Bank of America Asia was founded in 1912 as Bank of Canton and today encompasses 14 branches in Hong Kong and 3 branches in Macau. About two thirds of its revenue is derived from its personal banking business. Kenneth D Lewis, Bank of America chairman and chief executive officer commented: "while Bank of America will continue to invest in and build out our wholesale banking businesses in Asia, this sale reflects Bank of America's philosophy of having significant market share or presence where we choose to do business. Bank of America (Asia) is 17th in assets in Hong Kong, a local market dominated by a few top players. After an extensive review, we concluded that we did not have the economies of scale to remain competitive."
The consideration represents a book value multiple of 1.32 times net assets of Bank of America Asia which stand at HK$7.4 billion as on December 31, 2005. Total assets on the same date stand at HK$49.07 billion. On an earnings multiple basis the price represents 18.1 times calendar 2005 profit of HK$537 million.
The most recent transaction in the banking sector in Hong Kong was the acquisition by Malaysia's Public Bank of Asia Commercial Bank in February this year. Public Bank paid HK$4.5 billion, representing 2.5 times book value for 12 branches in Hong Kong, a branch in Shenzhen and representative offices in Shanghai, Shenyang and Taipei. A key value driver cited for Asia Commercial Bank was the approval it already had, at the time, to expand its branch network in China. CCB was one of the bidders for Asia Commercial Bank. After losing to Public Bank CCB had reiterated its interest in closing an acquisition to strengthen its position in Hong Kong.
On an adjusted book value basis - based on Bank of America Asia's 12.5% core capital adequacy ratio plus dollar-for-dollar on the capital above 12.5% - the price actually represents a 1.75 times book value multiple. For 2005 Bank of America Asia had a capital adequacy ratio of 28.4% compared to 15.6% across a cross section of 10 comparable banks. The all-cash consideration paid by CCB will be internally funded. Through the acquisition CCB expects to double the scale of its business in Hong Kong with its customer loan book moving up from current rank of 16th position to 9th position and its estimated market share of total assets doubling from current 0.7% to 1.4%. CCB expects the transaction to be earnings accretive immediately and disclosed that 2006 Bank of America Asia earnings will accrue entirely to CCB. CCB will rebrand Bank of America Asia branches.
The acquisition, which is subject to various approvals, is expected to be completed by year end. CCB termed the transaction ôa unique acquisition opportunityö due to the chance to acquire 100% control.

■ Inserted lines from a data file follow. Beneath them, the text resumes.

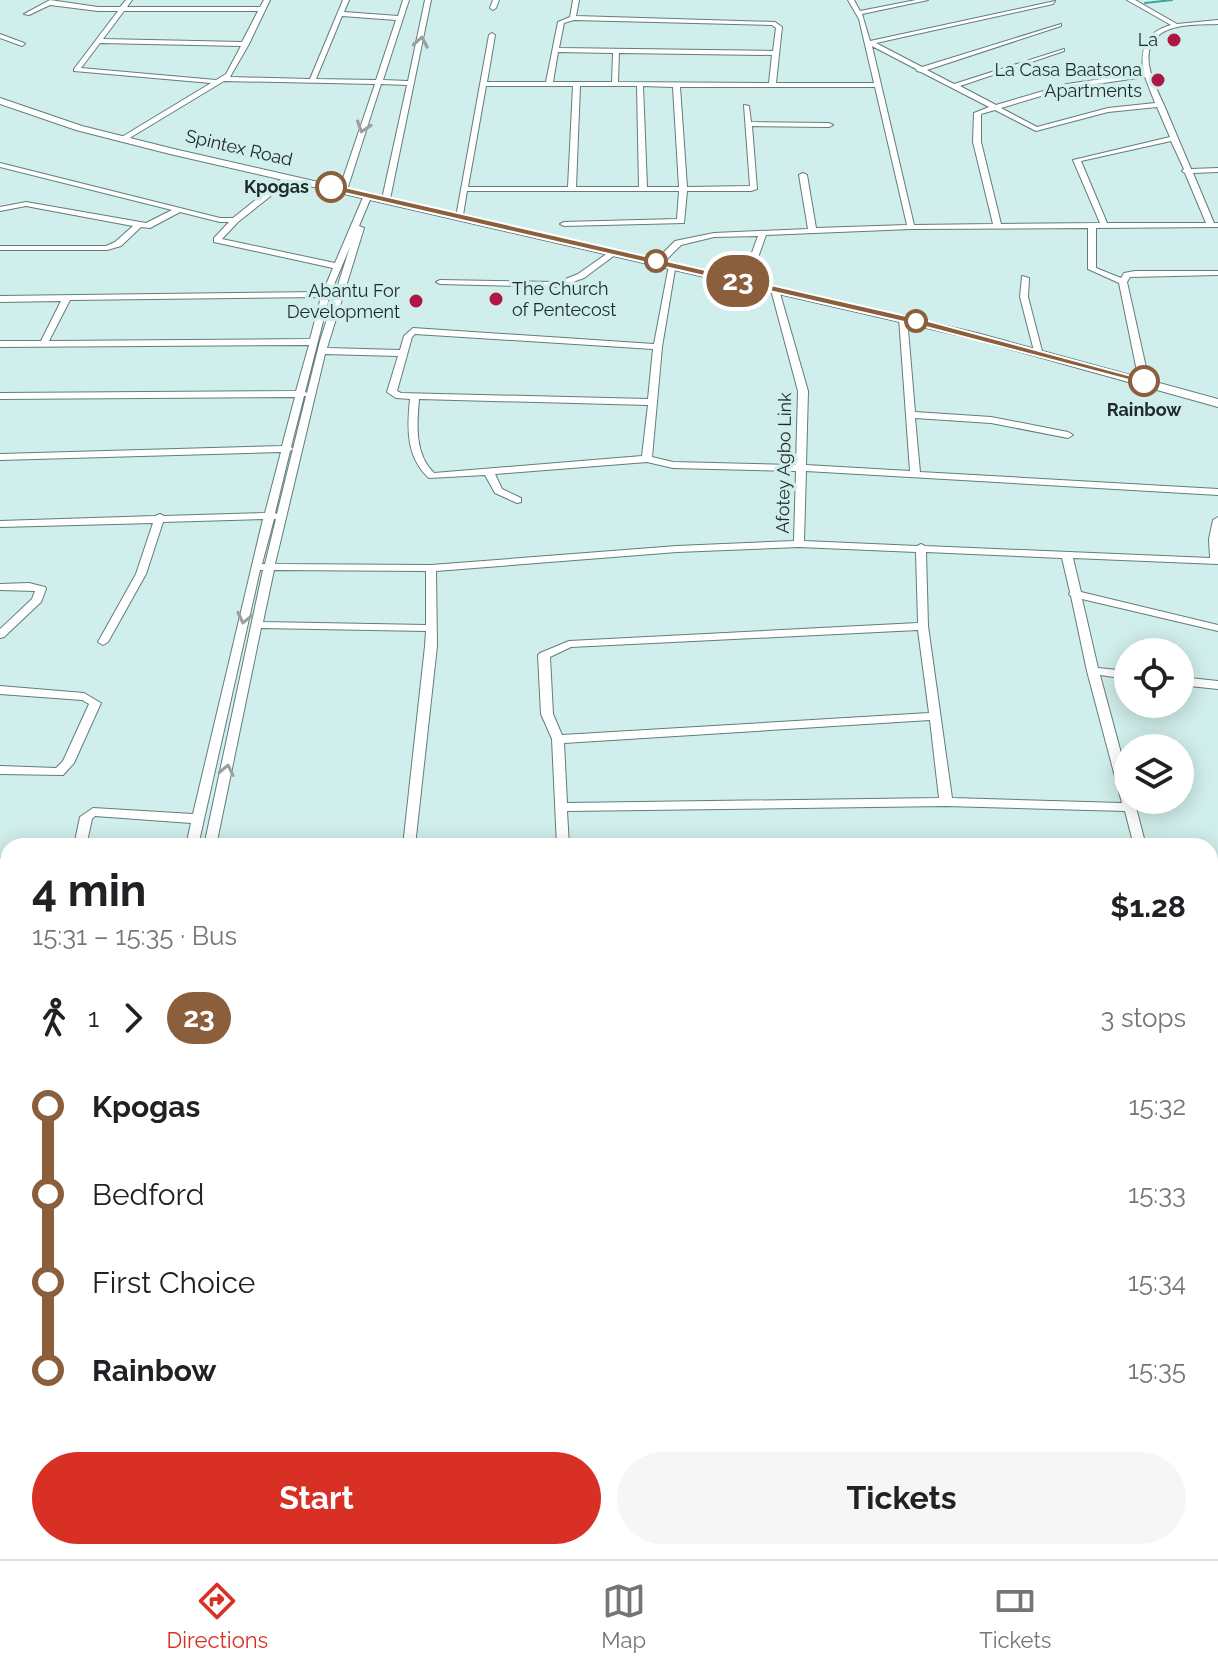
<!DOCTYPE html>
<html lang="en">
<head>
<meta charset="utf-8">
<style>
  body { margin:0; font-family:Raleway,sans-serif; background:#f6f6f6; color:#202124; height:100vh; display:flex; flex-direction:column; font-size:30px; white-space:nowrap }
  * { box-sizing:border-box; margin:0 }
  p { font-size:26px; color:#757577 }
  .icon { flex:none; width:44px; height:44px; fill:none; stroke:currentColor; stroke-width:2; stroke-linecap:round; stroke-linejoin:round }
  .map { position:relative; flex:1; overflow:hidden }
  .drawer { position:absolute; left:0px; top:838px; width:1218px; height:722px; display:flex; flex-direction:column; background:#fff; border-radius:24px 24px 0 0; box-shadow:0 4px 20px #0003 }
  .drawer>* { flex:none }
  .badge { padding:0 16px; border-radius:26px; font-size:28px; line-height:52px }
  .tools { position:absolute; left:1114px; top:638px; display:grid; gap:16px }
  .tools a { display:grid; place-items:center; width:80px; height:80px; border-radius:50%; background:#fff; box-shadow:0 4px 20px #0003; font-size:40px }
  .map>.badge { position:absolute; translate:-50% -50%; box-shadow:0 0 0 4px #fff }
  .legs { display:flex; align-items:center; gap:12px; height:88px; padding:0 32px; font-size:26px }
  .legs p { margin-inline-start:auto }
  .headline { display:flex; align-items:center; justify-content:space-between; height:136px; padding:0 32px }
  h1 { font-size:44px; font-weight:700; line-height:60px }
  .button { display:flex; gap:16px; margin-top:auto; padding:16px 32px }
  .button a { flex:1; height:92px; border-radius:48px; background:#d93025; color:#fff; font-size:32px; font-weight:700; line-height:92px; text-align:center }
  .button a+a { background:#f6f6f6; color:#202124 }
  ul { padding:0 32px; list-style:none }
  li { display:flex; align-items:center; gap:28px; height:88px; font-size:30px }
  li i { display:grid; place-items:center; width:12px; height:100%; margin:0 10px; background:currentColor }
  li i::after { content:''; width:20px; height:20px; margin:-10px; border:6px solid; border-radius:50%; background:#fff }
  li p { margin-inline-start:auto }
  li:first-child i { background:linear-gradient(#0000 50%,currentColor 0) }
  li:last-child i { background:linear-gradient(currentColor 50%,#0000 0) }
  .menu { display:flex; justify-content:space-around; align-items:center; height:112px; border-top:2px solid #e0e0e0; background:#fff; font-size:22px; color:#757577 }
  .menu a { display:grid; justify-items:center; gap:4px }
  .menu .current { color:#d93025 }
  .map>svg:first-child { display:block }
</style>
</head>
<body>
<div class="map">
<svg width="1218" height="1559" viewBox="0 0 1218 1559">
  <rect width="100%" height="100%" fill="#d0eeeb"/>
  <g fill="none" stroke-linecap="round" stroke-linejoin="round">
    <path stroke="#3ca7a2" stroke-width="2" d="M1145,3L1172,0"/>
    <defs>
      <path id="minor" d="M50,0L98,7H120L126,0H132L127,7H260L264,0H270L249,44L230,77L310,79L343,0H349L344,12L398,16L403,0H409L383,80L408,81L425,0H431L390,199L386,201L382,199L407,85L381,84L347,190L343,192L339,190L375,84L224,81L123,142L119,140L120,138L211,83L74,71V69L118,11H98L50,5L29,15L24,14ZM124,11H258L242,42L103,39ZM342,16L396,20L376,80L316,79ZM100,43L241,46L226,74L216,80L81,68Z
        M493,0H499L496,8L493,10L490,8Z
        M573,0H579L576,16L775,22L782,27L776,83H874L859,19L848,0H854L860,11L916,0H928L862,14L870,41L1055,1L1053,4L876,43L922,67L1061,24V26L927,70L954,84L1064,49V51L960,86L996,105L1067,84L1143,73C1141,48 1144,33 1171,25L1127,0H1135L1177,24L1218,20V24C1199,25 1172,23 1158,36C1137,54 1156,87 1164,105C1173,126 1182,148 1191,169L1218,168V172L1193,173L1214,223H1218V227L1096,228V268L1121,278L1124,273L1135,271H1218V275L1130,277L1127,282L1149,381L1144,384L1139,381L1119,283L1088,269V228L911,229L766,235L749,283L745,285L741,283L758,236L714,237L681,245L662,264H656V260L675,241L714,233L808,229L799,175L803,173L807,175L816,228L907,225L875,87H680L687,187L750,186L744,105L749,106L751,122L829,123L833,125L829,127L752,126L757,189L751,191H687L684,223L564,226L560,224L564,222L677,219L679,191H467L463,215L456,217L489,35L492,33L495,35L487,82H546L558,22L570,17ZM574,20L772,25L776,28L773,51L559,48L564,23ZM872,46L916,69L917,71L921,72L989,107L974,113L973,142L993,224L914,225ZM558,52L613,53L612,82H553ZM619,53L772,55L769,83L618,82ZM1145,77L1155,103L1108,108L1037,127L1001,108L1068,88ZM486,86H573L568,187H468ZM580,86H637L639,187H576ZM643,86L673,87L679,187H647ZM1157,107L1170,137L1073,160L1100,223L1001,224L981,142V114L995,110L1036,131L1108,112ZM1171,141L1184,169L1182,171L1185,173L1206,223H1107L1081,161Z
        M0,34L24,43L25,44L22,46L0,38Z
        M0,163L220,218H233L285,176H291V180L238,222L222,239L335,263L364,195L371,193L372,195L359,226L364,228L327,348L400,350L404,336L413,328L654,344L669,265L676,263L662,347L652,457L673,462L796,465L798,391L771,290L775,287L779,290L808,391L806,465L910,471L899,318L903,315L907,318L915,412L991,417L1068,432L1073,435L1068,438L991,423L915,418L920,472L1218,489V495L806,471L804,541L917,546L921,544L925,546L1210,558L1209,539L1213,520L1218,517V564L1073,558L1081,592L1218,625V631L1082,599L1098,668L1128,671V679L1100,675L1128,779V800H1134L1146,846H1134L1125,811L946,806L567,811L569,846H557L552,739L541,714L538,655L540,653L569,641L918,623L916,552L799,547L677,552L436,571L437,646L415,846H403L425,646L426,631L261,628L216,846H204L263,570H260L198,846H186L191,823L95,816L92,819L86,846H74L80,817L93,808L193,814L263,519L163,522L146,574L108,642L103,645L98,642L136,574L153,523L0,527V521L155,516L160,514L164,516L265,513L281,452L0,460V454L282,446L295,397L0,399V393L296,391L309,345L0,347V341H41L61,301L0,302V296L323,292L333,268L214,242V238L229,222H220L180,212L150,228L141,227L121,246L107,250H0V246H106L115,242L133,226L26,206L0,211V207L26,202L146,223L172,210L0,167ZM350,247L320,341L307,393L305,392L330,294ZM321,297L310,339L49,341L70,300ZM415,334L653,349L648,399L401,393L397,391L412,337ZM325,354L398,356L387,392L396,398L410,399C407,428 406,457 429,478L485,475L495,493L517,503L521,502V498L502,489L495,474L647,462L673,468L796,471L794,541L677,546L431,565L275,564ZM304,396H306L277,514L275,513L290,451L293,449L291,447ZM419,399L648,405L642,456L434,473C414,454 417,424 419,399ZM274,519H276L265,564H262ZM926,552L1062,558L1070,592L1069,594L1071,596L1087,671L1122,803L952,798L928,626ZM274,570L426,571V625L263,622ZM918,630L929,713L562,735L553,714L550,657L571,647ZM930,720L939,798L567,803L564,743Z
        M612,250L619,252L584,278L559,287L440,284L436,282L440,280L558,282L578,274Z
        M1022,276L1029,278L1028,297L1042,351L1038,354L1034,351L1020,297Z
        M29,583L45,587L46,589L41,602L4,637L0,638V629L32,599L35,591L0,590V584Z
        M1180,677L1218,681V689L1180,685Z
        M0,686L84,693L101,703L74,763L63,775L0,774V766L56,768L63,761L89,704L82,700L0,694Z
        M0,858H8V868H0Z
        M0,989L8,994V1009L0,1004Z
        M1218,1034V1046L1210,1047V1035Z
        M1210,1047L1215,1049L1218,1056V1087L1213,1085L1210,1078Z
        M0,1198H8V1212H0Z
        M1210,1226H1218V1240H1210Z
        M0,1362H8V1378H0Z
        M0,1386H8V1402H0Z
        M1210,1512H1218V1530H1210Z
        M29,1552H47L45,1559H27Z
        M55,1552H73L71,1559H53Z
        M286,1552H304V1559H286Z
        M623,1552H641L642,1559H624Z
        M1081,1552H1099L1102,1559H1084Z"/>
      <path id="secondary" d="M0,98L82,126L174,149L977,333L1218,399V407L974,339L170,154L76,130L0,104Z"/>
    </defs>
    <use href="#minor" stroke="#627d7b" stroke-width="2"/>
    <use href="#secondary" stroke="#627d7b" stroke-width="2"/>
    <use href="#minor" fill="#fff" fill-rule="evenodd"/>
    <use href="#secondary" fill="#fff" fill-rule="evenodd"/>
  </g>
  <defs><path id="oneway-chevron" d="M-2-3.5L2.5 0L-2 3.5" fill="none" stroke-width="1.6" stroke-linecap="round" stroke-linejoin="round" transform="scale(2)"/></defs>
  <g stroke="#9a9f9f">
    <use href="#oneway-chevron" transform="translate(421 42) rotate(-80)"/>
    <use href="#oneway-chevron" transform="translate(363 127) rotate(108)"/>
    <use href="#oneway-chevron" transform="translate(244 618) rotate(103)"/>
    <use href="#oneway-chevron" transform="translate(227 770) rotate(-78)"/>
  </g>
  <path fill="#8b5e3c" stroke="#fff" stroke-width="2" d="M331,184L928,321L1150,381L1144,384L926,327L327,189Z"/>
  <g fill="#ac1846" stroke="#d0eeeb" stroke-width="3">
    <circle cx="1174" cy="40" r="8"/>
    <circle cx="1158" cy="80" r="8"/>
    <circle cx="496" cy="299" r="8"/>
    <circle cx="416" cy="301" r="8"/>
  </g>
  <g fill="#fff" stroke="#8b5e3c" stroke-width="4">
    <circle cx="331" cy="187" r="14"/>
    <circle cx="656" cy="261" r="10"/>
    <circle cx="916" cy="321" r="10"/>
    <circle cx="1144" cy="381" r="14"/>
  </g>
  <g text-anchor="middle" stroke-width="7" stroke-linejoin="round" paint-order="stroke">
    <g font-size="18" fill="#1e2929" stroke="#d0eeeb" text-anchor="end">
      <text x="1158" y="46">La</text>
      <text x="1142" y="76">La Casa Baatsona<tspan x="1142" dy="21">Apartments</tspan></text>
      <text x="512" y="295" text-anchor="start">The Church<tspan x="512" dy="21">of Pentecost</tspan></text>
      <text x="400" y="297">Abantu For<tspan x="400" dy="21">Development</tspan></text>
    </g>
    <g font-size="18" fill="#1e2929" stroke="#d0eeeb">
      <text transform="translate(239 148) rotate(13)" y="6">Spintex Road</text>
      <text transform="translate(784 463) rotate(-89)" y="6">Afotey Agbo Link</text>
    </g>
    <g font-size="18" font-weight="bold" fill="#1e2929" stroke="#d0eeeb" text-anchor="end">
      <text x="309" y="193">Kpogas</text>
      <text x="1144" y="416" text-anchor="middle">Rainbow</text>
    </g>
  </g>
</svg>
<div class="tools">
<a><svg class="icon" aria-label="locate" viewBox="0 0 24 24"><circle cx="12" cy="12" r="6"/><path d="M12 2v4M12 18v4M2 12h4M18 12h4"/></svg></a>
<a><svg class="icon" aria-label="layers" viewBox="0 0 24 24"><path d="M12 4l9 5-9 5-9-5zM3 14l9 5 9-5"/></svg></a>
</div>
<b class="badge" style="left:738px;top:281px;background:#8b5e3c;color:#fff">23</b>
<section class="drawer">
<div class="headline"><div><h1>4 min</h1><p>15:31 – 15:35 · Bus</p></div><b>$1.28</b></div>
<div class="legs"><svg class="icon" aria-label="walk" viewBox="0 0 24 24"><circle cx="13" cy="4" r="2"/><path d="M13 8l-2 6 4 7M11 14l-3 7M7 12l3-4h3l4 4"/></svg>1<svg class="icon" aria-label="forward" viewBox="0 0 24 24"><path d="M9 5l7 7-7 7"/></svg><b class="badge" style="background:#8b5e3c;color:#fff">23</b><p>3 stops</p></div>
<ul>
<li><i style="color:#8b5e3c"></i><b>Kpogas</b><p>15:32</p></li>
<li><i style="color:#8b5e3c"></i><span>Bedford</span><p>15:33</p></li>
<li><i style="color:#8b5e3c"></i><span>First Choice</span><p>15:34</p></li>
<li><i style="color:#8b5e3c"></i><b>Rainbow</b><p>15:35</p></li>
</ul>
<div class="button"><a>Start</a><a>Tickets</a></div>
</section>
</div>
<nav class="menu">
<a class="current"><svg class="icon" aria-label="directions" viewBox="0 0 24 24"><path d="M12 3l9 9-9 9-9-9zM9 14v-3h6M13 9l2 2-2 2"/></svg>Directions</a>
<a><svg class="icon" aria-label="map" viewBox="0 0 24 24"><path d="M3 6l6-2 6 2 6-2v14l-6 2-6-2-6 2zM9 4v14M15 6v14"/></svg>Map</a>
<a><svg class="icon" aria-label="tickets" viewBox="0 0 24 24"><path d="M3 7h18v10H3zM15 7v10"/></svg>Tickets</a>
</nav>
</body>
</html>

There is also the fact that both banks are strategic partners which they say will facilitate a smooth transition.
In June 2005 Bank of America agreed to acquire a 9% stake in CCB for $3 billion. This was achieved via a combination of secondary sell down by China SAFE Investments for $2.5 billion and a purchase of $500 million during the CCB IPO. Bank of America also secured the right to bring its aggregate ownership up to 19.9% over the next five and a half years. Bank of America currently holds 8.52% of its share capital.
News that CCB was interested in Bank of America Asia has been in the market for a few weeks. It has also been speculated that this transaction was agreed to at the time Bank of America acquired the 9% stake in CCB.
International banks are increasingly trying to get their strategies right in Asia as the region is widely considered critical to future growth. Standard Chartered Bank, which derives the majority of its profits from Asia, has followed an acquisition led growth strategy and recently announced a $413 million acquisition in Pakistan. For Bank of America the strategy is to back the bigger horse namely, CCB, rather then deploying capital towards trying to enhance its own Hong Kong-Macau franchise. Bank of America closed its only retail branch in China in December.
Bank of America (which was advised by Banc of America Securities and HSBC on the acquisition of 9% in CCB) did not have external advisors on this transaction. CCB was advised by Morgan Stanley and China International Capital Corporation.